Saat ini kita sering membaca atau melihat tradisi bermaaf-maafan sebelum Ramadhan, padahal tidak ada dalil atau hadits shahih yang mewajibkan hal ini. Mari kita lihat darimana tradisi bermaaf-maafan sebelum bulan Ramadhan :

Ketika Rasullullah sedang berkhutbah pada Shalat Jum’at (dalam bulan Sya’ban), Beliau mengatakan Amin sampai tiga kali dan para Shahabat begitu mendengar Rasullullah mengatakan Amin, terkejut dan spontan mereka ikut mengatakan Amin. Tapi para Shahabat bingung, kenapa Rasullullah berkata Amin sampai tiga kali. 
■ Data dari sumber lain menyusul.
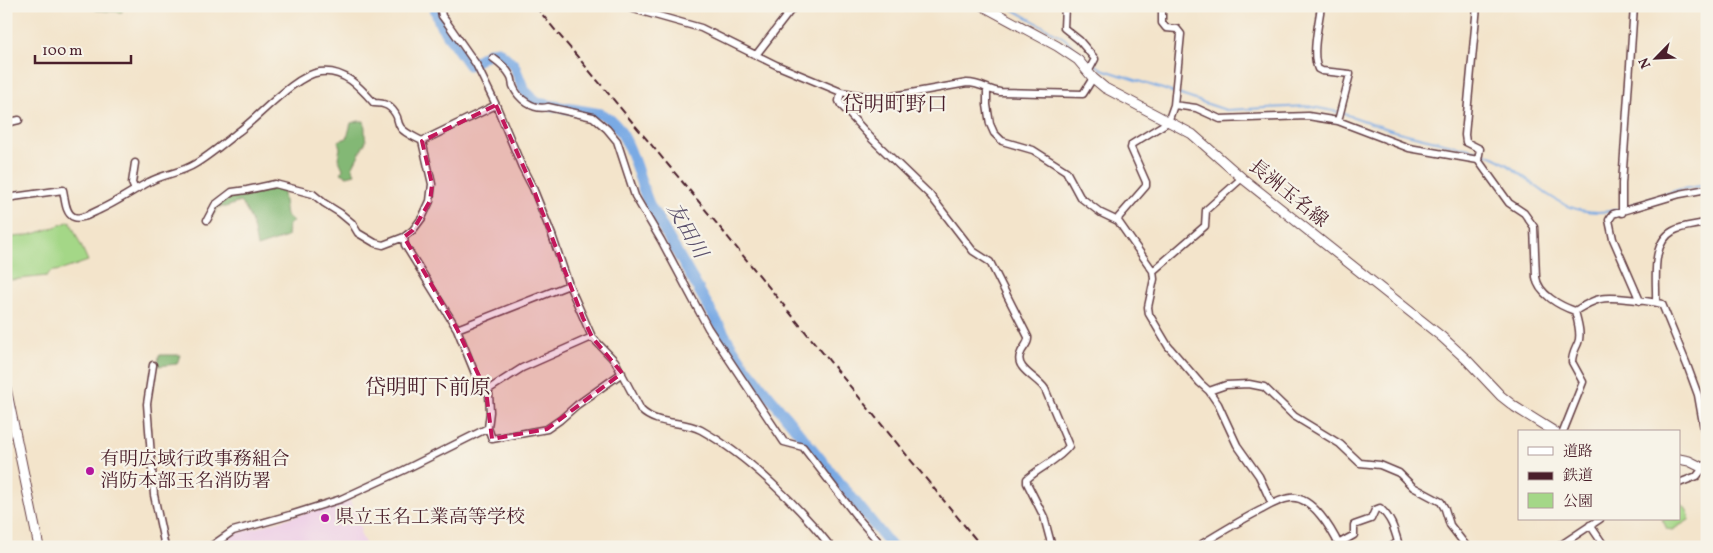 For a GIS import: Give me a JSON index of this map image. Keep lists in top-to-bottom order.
{
  "streets": {
    "main road": ["長洲玉名線"]
  },
  "districts": ["岱明町野口", "岱明町下前原"],
  "water": ["友田川"],
  "places": ["有明広域行政事務組合 消防本部玉名消防署", "県立玉名工業高等学校"],
  "legend": ["道路", "鉄道", "公園"],
  "scale_bar": "100 m",
  "north": "bottom left"
}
Ketika selesai Shalat Jum’at, para Shahabat bertanya kepada Rasullullah, kemudian Beliau bersabda : “Ketika aku sedang berkhutbah, datanglah Malaikat Jibril dan berbisik, hai Rasullullah Amin-kan do’a ku ini”. Do’a Malaikat Jibril itu adalah : “Ya Allah tolong abaikan puasa umat Muhammad, apabila sebelum memasuki bulan Ramadhan dia tidak melakukan hal-hal yang berikut :

1. Tidak memohon maaf terlebih dahulu kepada kedua orang tuanya (jika masih ada),
2. Tidak bermaafan terlebih dahulu antara suami istri,
3. Tidak bermaafan terlebih dahulu dengan orang-orang sekitarnya.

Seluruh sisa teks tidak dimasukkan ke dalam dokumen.